Much of this Shellenberger ties directly to the anti-law enforcement policies that have in recent years become fashionable in places with hard-left electorates, and the piece is worth reading for that alone.

But what I especially appreciate is that Shellenberger takes things a step further, by explicitly stating that the ideology of socialism serves to rationalize crime, especially theft:
Boudin.jpg
"The challenge going forward is how do we close a jail?" -- San Francisco DA Chesa Boudin, pictured (Image by SFGovTV, via Wikimedia Commons, license.)
Would-be criminals rationalize what they are about to do before they do it. They think to themselves that nobody is hurt by robbing Louis Vuitton or even a Zara store. If they are clever, they might even justify to themselves that it is a good thing, since their actions redistribute wealth. Criminals since the 1960s have defended their crimes as the acts of revolutionary anti-capitalists.

Such is the logic of socialism. The real crime, according to Karl Marx and others for the last 150 years, is private property and capitalism. "Property is theft" is one of the socialist movement's most important slogans. Thus, the argument goes, any real-world crime -- from robbing Louis Vuitton to assaulting a rich person -- should be viewed as a revolutionary act. Anything that takes wealth from the rich and distributes it more equally, including pain, could be considered for the greater "good." [bold added]
I have yet to read Shellenberger's book on the broader subject, so I don't know how far he takes this line of questioning, but even going just this far is a good thing: If the ideals of a society lead so easily to crime when put into practice, shouldn't those ideals be examined more closely, if not called into question?
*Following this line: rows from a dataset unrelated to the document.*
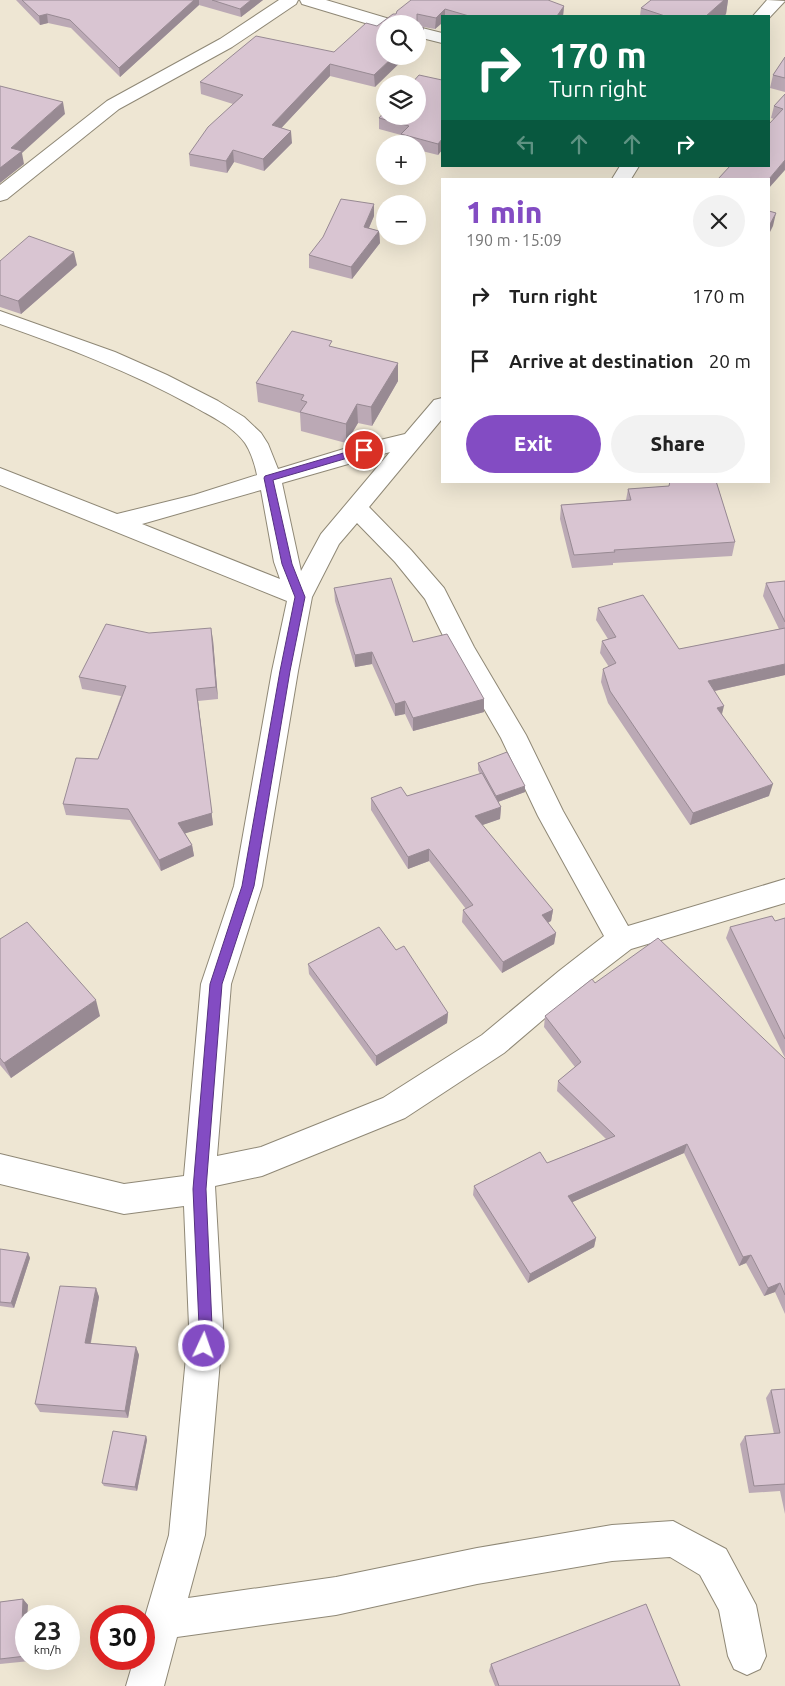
<!DOCTYPE html>
<html lang="en">
<head>
<meta charset="utf-8">
<style>
	:root { --surface:#fff; --page:#f2f2f2; --text:#222; --muted:#767676; --accent:#834cc3 }
	body { margin:0; font-family:Ubuntu,sans-serif; background:var(--page); color:var(--text); height:100vh; display:flex; flex-direction:column; font-size:19px; white-space:nowrap }
	* { box-sizing:border-box; margin:0 }
	p { font-size:16px; color:var(--muted) }
	.icon { flex:none; width:28px; height:28px; fill:none; stroke:currentColor; stroke-width:2; stroke-linecap:round; stroke-linejoin:round }
	.map { position:relative; flex:1; overflow:hidden }
	.drawer { position:absolute; left:441px; top:178px; width:329px; height:305px; display:flex; flex-direction:column; background:var(--surface); border-radius:0px; box-shadow:0 5px 20px #0002 }
	.drawer>* { flex:none }
	.hud { position:absolute; left:441px; top:15px; width:329px; height:152px; border-radius:0px; box-shadow:0 5px 20px #0002; background:#0b6e4f; color:#fff; overflow:hidden }
	.buttons { position:absolute; left:376px; top:15px; display:grid; gap:10px }
	.buttons a { display:grid; place-items:center; width:50px; height:50px; border-radius:50%; background:var(--surface); box-shadow:0 5px 20px #0002; font-size:25px }
	.speed { position:absolute; left:15px; top:1605px; display:flex; gap:10px; font-size:25px; font-weight:700; text-align:center }
	.speed>* { display:grid; place-content:center; width:65px; height:65px; border-radius:50%; background:var(--surface); box-shadow:0 5px 20px #0002; line-height:1 }
	.speed small { font-size:12px; font-weight:400 }
	.speed .limit { border:8px solid #d22; background:#fff; color:#111 }
	.pin { position:absolute; display:grid; place-items:center; width:42px; height:42px; color:#fff; margin:-21px; border:2px solid #fff; border-radius:50%; box-shadow:0 1px 5px #0007 }
	.me { position:absolute; width:55px; margin:-28px; rotate:3deg; stroke-linejoin:round; filter:drop-shadow(0 0 4px #0008) }
	.turn { display:flex; align-items:center; gap:18px; height:105px; padding:0 25px; font-size:22px }
	.turn .icon { width:65px; height:65px; stroke-width:2.5 }
	.turn b { display:block; font-size:35px; line-height:42px }
	.lanes { display:flex; align-items:center; height:48px; padding:0 25px; background:#0003; justify-content:center; gap:25px; direction:ltr }
	.lanes .off { opacity:.35 }
	.round { display:grid; place-items:center; flex:none; width:52px; height:52px; border-radius:26px; background:var(--page) }
	.head { display:flex; align-items:center; justify-content:space-between; height:85px; padding:0 25px }
	h1 { font-size:30px; font-weight:800; line-height:38px; color:var(--accent) }
	.button { display:flex; gap:10px; margin-top:auto; padding:10px 25px }
	.button a { flex:1; height:58px; border-radius:30px; background:var(--accent); color:#fff; font-size:20px; font-weight:800; line-height:58px; text-align:center }
	.button a+a { background:var(--page); color:var(--text) }
	ul { padding:0; list-style:none }
	li { display:flex; align-items:center; gap:15px; height:65px; padding:0 25px }
	li div { flex:1 }
	li b { display:block; font-size:19px }
	li em { font-style:normal }
	.map>svg:first-child { display:block }
	.lines { fill:none; stroke-linecap:round; stroke-linejoin:round }
	.minor-casing { stroke:#8f8876; stroke-width:2 }
	.minor { fill:#fff; fill-rule:evenodd }
	.wall { fill:#bba9b5 }
	.shaded-wall { fill:#988a93 }
	.building { fill:#d9c5d2; stroke:#988a93 }
	.route { fill:#834cc3; stroke:#55317f }
</style>
</head>
<body>
<div class="map">
<svg width="785" height="1686" viewBox="0 0 785 1686">
	<rect width="100%" height="100%" fill="#eee6d3"/>
	<g class="lines">
		<defs>
			<path id="minor" d="M279 0H298L296 4 232 47 119 109 7 199 0 201V185L107 101 220 39Z
				M300 0H326L393 20 395 24H385V29L302 4Z
				M767 0 785 1 769 18V16H753Z
				M418 27 442 33V43L418 37Z
				M620 166H639L631 179H612Z
				M0 311 115 352 167 375 218 401 244 417 261 433 268 444 278 469 347 448 405 434 434 400 442 398V419L369 507 411 550 444 588 474 647 526 735 563 811 628 926 785 879V903L631 949 579 989 504 1053 405 1118 262 1176 215 1186 223 1326 205 1535 188 1598 336 1577 477 1548 612 1525 673 1521 726 1549 756 1605 766 1656 760 1669 747 1675 734 1669 728 1656 719 1610 700 1575 670 1557 612 1561 477 1584 336 1615 177 1637 164 1686H126L134 1659H144V1620L169 1535 189 1326 184 1206 124 1214 0 1184V1154L124 1184 184 1176 201 984 234 886 272 671 287 601 0 485V468L117 514 194 495 257 475C255 465 251 452 245 443 233 426 210 416 193 406 131 372 66 347 0 324ZM390 452 321 534 301 571 282 483ZM261 490 274 562 280 579 142 524ZM357 523 395 562 425 599 450 650 501 738 538 816 604 936 559 971 482 1035 383 1098 261 1147 217 1156 231 984 262 886 298 671 312 597 339 544Z"/>
		</defs>
		<use href="#minor" class="minor-casing"/>
		<use href="#minor" class="minor"/>
	</g>
	<path class="wall" d="M16 0H263L241 17 199 5 120 77 71 28 48 23 40 25Z
		M411 0 564 6 563 16H442V23L435 29 418 26V24H385L375 87 330 76 281 128 292 143 264 171 234 162 227 173 190 166 189 154 233 104 201 94 200 82 334 52 377 26 396 14Z
		M651 0H728L726 14 724 16H640L641 8Z
		M785 57V92L770 88 773 75Z
		M442 80V150L438 155 418 150V144H401V135L379 129V118Z
		M785 94V170L774 119 771 118 774 106Z
		M374 216 369 228 379 231 380 243 352 279 309 268V255Z
		M0 261 77 265 21 314 0 307Z
		M332 347 398 363V381L372 426 358 423 346 443 301 431 300 413 258 402 256 383Z
		M670 481H716L735 542 732 556 613 563V565L572 568 560 519 561 505 626 500 628 489 669 486Z
		M785 581V675L715 691 722 714 769 796 690 825 608 703 601 682 603 669 609 667 600 653 602 641 608 639 596 620 598 608 679 649 779 629 763 596 766 583Z
		M334 588 413 642 484 699V712L413 731 405 714 395 716 372 664 355 667 335 601Z
		M149 633 213 640 218 699 198 701 213 825 185 833 192 845 194 856 161 871 130 820 66 815 63 804 98 759 121 696 82 689 79 677Z
		M478 763 525 792 498 802 501 807 500 819 482 825 553 910 551 921 548 923 556 933 554 944 502 973 462 922 463 910 466 909 429 861 408 869 371 810V798L407 796 480 774 478 770Z
		M785 918V1058L726 938 730 927 775 921Z
		M0 939 100 1016 11 1078 0 1065Z
		M396 950 448 1013 447 1023 376 1066 309 974 308 964Z
		M595 983 785 1059V1314L775 1292 764 1296 746 1263 739 1266 684 1153 572 1202 596 1238 594 1247 528 1283 473 1195 474 1186 547 1163 606 1139 557 1091 558 1081 575 1067 544 1027 545 1016Z
		M0 1249 28 1253 30 1258 14 1308 0 1306Z
		M96 1288 99 1297 91 1343 136 1347 139 1355 128 1418 40 1412 35 1404Z
		M785 1389V1514L780 1491 749 1493 740 1444 745 1436 774 1434 766 1398 771 1390Z
		M146 1436 147 1440 137 1491 104 1486 102 1483Z
		M23 1599 28 1605 27 1616H26V1659H39L40 1660 0 1664V1602Z
		M491 1664 680 1686H495L489 1671Z"/>
	<path class="shaded-wall" d="M194 0H199V5L120 77 119 68Z
		M251 0H263L241 17 240 9Z
		M724 0H728L726 14 724 16H706Z
		M564 6 563 16H557Z
		M445 9V16H442V23L435 29 436 18Z
		M47 14 48 23 40 25 39 16Z
		M424 28V40L418 46V34Z
		M394 56H407L375 87 374 75Z
		M330 64V76L273 137 272 125Z
		M63 102 65 114 22 153 24 164 0 183V168L11 148Z
		M291 131 292 143 264 171 263 159Z
		M442 139V150L438 155V144Z
		M233 150 234 162 227 173 226 161Z
		M785 160V170L769 188V179Z
		M374 204V216L364 239V227Z
		M776 213 773 226 769 234V226Z
		M379 231 380 243 352 279 351 267Z
		M74 252 77 265 21 314 18 301Z
		M398 363V381L372 426 371 407Z
		M357 404 358 423 346 443V424Z
		M211 628 213 640 218 699 216 687Z
		M372 652V664L355 667V655Z
		M785 664V675L705 693 708 681Z
		M484 699V712L413 731V718Z
		M198 701 213 825 180 835 178 823Z
		M405 701V714L395 716V704Z
		M724 706 721 718 717 708Z
		M773 784 769 796 690 825 693 813Z
		M525 786V792L495 803 496 796Z
		M501 807 500 819 474 828 475 816Z
		M192 845 194 856 161 871 159 860Z
		M429 849V861L408 869V857Z
		M553 910 551 921 540 926 542 915Z
		M556 933 554 944 502 973 503 962Z
		M96 1000 100 1016 11 1078 4 1063Z
		M448 1013 447 1023 376 1066V1056Z
		M687 1144 684 1153 566 1205 568 1196Z
		M596 1238 594 1247 528 1283 530 1274Z
		M28 1253 30 1258 14 1308 11 1303Z
		M751 1255 746 1263 739 1266 743 1257Z
		M780 1283 775 1292 764 1296 768 1288Z
		M96 1288 99 1297 89 1351 85 1343Z
		M136 1347 139 1355 128 1418 125 1411Z
		M146 1436 147 1440 137 1491 135 1487Z
		M23 1599 28 1605 27 1616H26V1653L21 1648Z"/>
	<path class="building" d="M22 0H194L119 68 70 20 47 14 39 16Z
		M212 0H251L240 9Z
		M411 0H548L564 6 557 16H469L445 9 436 18 417 14V24H385V56H394L374 75 330 64 272 125 291 131 263 159 233 150 226 161 189 154 208 127 243 95 200 82 256 36 334 52 366 23 377 26 393 14H396L397 11Z
		M651 0H724L706 16H665L641 8Z
		M418 26 424 28 418 34Z
		M785 57V78L773 75Z
		M419 75 442 80V139L438 144 401 134 409 126 379 118 385 111V116H418V84H411Z
		M0 86 63 102 11 148 22 151 0 168Z
		M785 94V160L769 179H718L730 166H769V124L783 109 774 106Z
		M341 199 374 204 364 227 379 231 351 267 309 255 323 237Z
		M769 211 776 213 769 226Z
		M29 236 74 252 18 301 0 295V261Z
		M292 331 332 341 329 346 398 363 371 407 357 404 346 424 300 412 307 402 301 400 304 395 256 383Z
		M670 481H716L735 542 614 550 615 552 574 555 561 505 631 500 628 489 669 486Z
		M391 578 413 642 447 634 484 699 413 718 405 701 395 704 372 652 355 655 334 588Z
		M785 581V622L766 583Z
		M643 595 679 649 785 628V664L708 681 724 706 717 708 773 784 693 813 610 691 603 669 616 663 602 641 616 637 598 608Z
		M106 624 149 633 211 628 216 687 196 689 212 813 178 823 192 845 159 860 128 809 63 804 76 758 98 759 126 686 79 677Z
		M507 752 525 786 496 796 478 763Z
		M482 773 501 807 475 816 553 910 542 915 556 933 503 962 463 910 473 905 429 849 408 857 371 798 401 787 407 796Z
		M772 916 775 921 785 918V1039L730 927Z
		M27 922 96 1000 4 1063 0 1058V939Z
		M379 927 396 950 404 946 448 1013 376 1056 308 964Z
		M658 938 785 1059V1295L780 1283 768 1288 751 1255 743 1257 687 1144 568 1196 596 1238 530 1274 474 1186 540 1152 547 1163 615 1136 558 1081 581 1062 545 1016 592 979 595 983Z
		M0 1249 28 1253 11 1303 0 1302Z
		M60 1286 96 1288 85 1343 136 1347 125 1411 35 1404Z
		M785 1389V1484L754 1486 745 1436 780 1433 771 1390Z
		M113 1431 146 1436 135 1487 102 1483Z
		M23 1599 21 1648 26 1651V1656L0 1659V1602Z
		M646 1604 680 1686H499L491 1664Z"/>
	<path class="route" d="M364 447 369 450 368 452 273 480 292 564 305 597 290 671 254 886 222 984 206 1189 212 1326 209 1351 204 1353 199 1351 197 1346 199 1326 193 1189 210 984 242 886 280 671 295 597 282 564 264 478 265 476Z"/>
</svg>
<div class="buttons">
<a><svg class="icon" aria-label="search" viewBox="0 0 24 24"><circle cx="10" cy="10" r="6"/><path d="M15 15l6 6"/></svg></a>
<a><svg class="icon" aria-label="layers" viewBox="0 0 24 24"><path d="M12 4l9 5-9 5-9-5zM3 14l9 5 9-5"/></svg></a>
<a>+</a>
<a>−</a>
</div>
<div class="speed"><div>23<small>km/h</small></div><div class="limit">30</div></div>
<div class="pin" style="left:364px;top:450px;background:#d93025"><svg class="icon" aria-label="arrive" viewBox="0 0 24 24"><path d="M6 21V4h12l-3 4 3 4H6"/></svg></div>
<svg class="me" style="left:204px;top:1346px" viewBox="-20 -20 40 40"><circle r="17" fill="#834cc3" stroke="#fff" stroke-width="3"/><path d="M0-11L8 9 0 5-8 9z" fill="#fff"/></svg>
<div class="hud">
<div class="turn"><svg class="icon" aria-label="right" viewBox="0 0 24 24"><path d="M7 20v-9h11M14 6l5 5-5 5"/></svg><div><b>170 m</b>Turn right</div></div>
<div class="lanes"><svg class="icon off" aria-label="left" viewBox="0 0 24 24"><path d="M17 20v-9H6M10 6l-5 5 5 5"/></svg><svg class="icon off" aria-label="ahead" viewBox="0 0 24 24"><path d="M12 20V5M6 11l6-6 6 6"/></svg><svg class="icon off" aria-label="ahead" viewBox="0 0 24 24"><path d="M12 20V5M6 11l6-6 6 6"/></svg><svg class="icon" aria-label="right" viewBox="0 0 24 24"><path d="M7 20v-9h11M14 6l5 5-5 5"/></svg></div>
</div>
<section class="drawer">
<div class="head"><div><h1>1 min</h1><p>190 m · 15:09</p></div><a class="round"><svg class="icon" aria-label="close" viewBox="0 0 24 24"><path d="M6 6l12 12M18 6L6 18"/></svg></a></div>
<ul>
<li><svg class="icon" aria-label="right" viewBox="0 0 24 24"><path d="M7 20v-9h11M14 6l5 5-5 5"/></svg><div><b>Turn right</b></div><em>170 m</em></li>
<li><svg class="icon" aria-label="arrive" viewBox="0 0 24 24"><path d="M6 21V4h12l-3 4 3 4H6"/></svg><div><b>Arrive at destination</b></div><em>20 m</em></li>
</ul>
<div class="button"><a>Exit</a><a>Share</a></div>
</section>
</div>
</body>
</html>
At what point does Property is theft stop sounding like a noble ideal and become a direct threat? When some wealthy Other has is made to pay taxes? When some luxury store gets looted? When your house gets broken into because someone else sees you as a milch cow? When someone snatches the food right off your plate? One hopes that Shellenberger has raised this question before it becomes too up-close-and-personal for too many of us.

I would recommend going much further, to say the least, but the conversation has to start somewhere, and I am glad to see such an influential intellectual starting it. His writing and its timing both remind me of the title of a book by criminologist Stanton Samenow that I read many years ago: Before It's Too Late: Why Some Kids Get Into Trouble -- and What Parents Can Do About It. The sooner more of us understand the real-life danger such immoral and impractical (but allegedly noble) ideologies such as socialism pose, and why, the better. (My favorite intellectual, Ayn Rand -- who fled to the West to escape an entire society governed by a variant of socialism -- has quite a bit to say on the subject.)

At the risk of sounding sarcastic, let me add: Perhaps we'll even reach the point of realizing one day that taking things from other people is wrong -- even when the government does so at the behest of a majority of voters.